Portanto, o cuidado com os jovens e adolescentes deve ser tão grande quanto a cautela sobre as crianças, pois o nível de amadurecimento deles ainda não é suficiente para detectar os perigos das próprias ações. “Destaca-se que as pesquisas revelam a percepção de que a figura paterna (que cuida, protege, provê e educa) representa um dos mais importantes e potentes contribuintes para a proteção dos jovens e adolescentes”, afirma Castro.
Numa sociedade tão complexa, onde sofremos pressões diversas, que por vezes nos esgotam o tempo e a qualidade do nosso tempo em família, perdemos oportunidades de ouvir, explicar, dialogar.
*Prof. dr. Luís César de Castro – farmacêutico clínico
A solução começa em casa
É muito comum, no ambiente de recuperação de dependentes químicos, ouvirmos a frase: “Eu comecei quando era adolescente, bebendo álcool escondido ou aquela espuminha da cerveja do meu pai”. A grande maioria começou assim, de forma quase inocente, e busca hoje recuperação em casas como a Comunidade Terapêutica Metanoia, em Novo Hamburgo, RS.
Mas antes de chegar a esse ponto, da dependência, há muitas coisas que acontecem e que merecem a nossa atenção. Há, por muitas vezes, caminhos que levam à destruição de lares e famílias. Como bem comenta o dr. Luis César de Castro, as famílias estão sendo “atacadas” pelo álcool e as drogas; jovens e até crianças fazendo uso de álcool e partindo para outras drogas. Muitas vezes, esse ataque acontece não apenas de fora para dentro, mas de dentro para dentro.
A dependência química é uma doença multifatorial (diversos fatores podem levar alguém à dependência). Não é algo planejado, ninguém quer se tornar um dependente, mas isso acontece. E acontece com famílias cristãs, pessoas “normais”, como nós.
Dentro destes múltiplos fatores que causam a dependência, destaco exatamente o ambiente familiar. A “falta” de tempo para a família, para o diálogo, para os jovens e crianças, aumenta o risco de que algumas coisas fujam do normal. E uma delas é o uso e abuso de drogas lícitas e ilícitas.
Deus, pela sua Palavra, nos orienta que a família deve ser preservada. No linguajar “ielbiano” (entre membros da Igreja Evangélica Luterana do Brasil – IELB) costumamos até dizer que cada casa deveria ser um altar de Deus. Pois bem, como está esse nosso altar? Nossos lares são abastecidos com a Palavra diariamente?

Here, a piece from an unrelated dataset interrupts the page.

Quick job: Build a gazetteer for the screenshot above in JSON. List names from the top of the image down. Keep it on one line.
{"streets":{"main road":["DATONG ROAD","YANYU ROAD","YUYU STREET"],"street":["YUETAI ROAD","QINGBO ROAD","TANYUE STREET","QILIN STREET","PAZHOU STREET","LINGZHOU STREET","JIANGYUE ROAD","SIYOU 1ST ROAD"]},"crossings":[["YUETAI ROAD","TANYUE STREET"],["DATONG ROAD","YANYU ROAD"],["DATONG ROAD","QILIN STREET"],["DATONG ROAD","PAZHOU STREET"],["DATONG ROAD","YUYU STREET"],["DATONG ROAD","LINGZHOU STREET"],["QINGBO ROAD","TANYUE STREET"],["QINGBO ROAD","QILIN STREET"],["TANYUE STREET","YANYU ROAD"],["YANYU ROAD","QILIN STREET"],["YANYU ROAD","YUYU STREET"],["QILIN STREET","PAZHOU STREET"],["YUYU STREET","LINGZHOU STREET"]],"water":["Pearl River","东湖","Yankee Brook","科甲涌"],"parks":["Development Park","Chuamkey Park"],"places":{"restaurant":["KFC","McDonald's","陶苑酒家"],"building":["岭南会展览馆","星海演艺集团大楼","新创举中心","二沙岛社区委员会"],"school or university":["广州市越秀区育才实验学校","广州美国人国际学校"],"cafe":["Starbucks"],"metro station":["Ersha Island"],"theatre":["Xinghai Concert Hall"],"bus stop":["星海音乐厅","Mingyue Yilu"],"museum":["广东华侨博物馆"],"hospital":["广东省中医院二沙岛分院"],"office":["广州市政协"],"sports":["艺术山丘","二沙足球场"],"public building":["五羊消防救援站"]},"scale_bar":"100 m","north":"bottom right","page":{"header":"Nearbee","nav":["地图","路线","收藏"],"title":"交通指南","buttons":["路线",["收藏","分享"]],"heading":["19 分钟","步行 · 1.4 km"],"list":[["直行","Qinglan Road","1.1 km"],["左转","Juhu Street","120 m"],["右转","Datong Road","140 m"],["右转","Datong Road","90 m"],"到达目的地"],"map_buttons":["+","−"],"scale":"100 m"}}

Estamos utilizando o tempo que Deus nos deu de maneira sábia? Estamos indo também à Casa de Deus para louvar e agradecer, pedir e suplicar? (Ec 3).
Nossa família é uma benção de Deus. Foi ele mesmo quem a instituiu, para que nela possamos exercitar o amor. Diálogo sincero e tempo de qualidade são armas contra possíveis problemas com a dependência.
E se já tenho um caso de dependência em minha casa? Procure ajuda. Deus proporciona ajuda através de grupos de apoio, casas de recuperação e também através da igreja. Nossa família da fé estará pronta a ajudar.
O problema das drogas e do álcool está à nossa porta: ou logo ao lado de fora, ou já dentro dela. Que, como pais, possamos ajudar com nossos exemplos, lembrando o conselho de Salomão em Provérbios 13.24, de educar os filhos, pois se não, quem os educará?
A solução começa em casa, conversando, dedicando tempo e ouvindo a voz de Deus pela sua Palavra. Afinal, mesmo nestes dias modernos e cada vez mais corridos, a Palavra de Deus continua “viva e eficaz” (Hb 4.12) e “útil para o ensino, para a repreensão, para a correção, para a educação na justiça” (2Tm 3.16).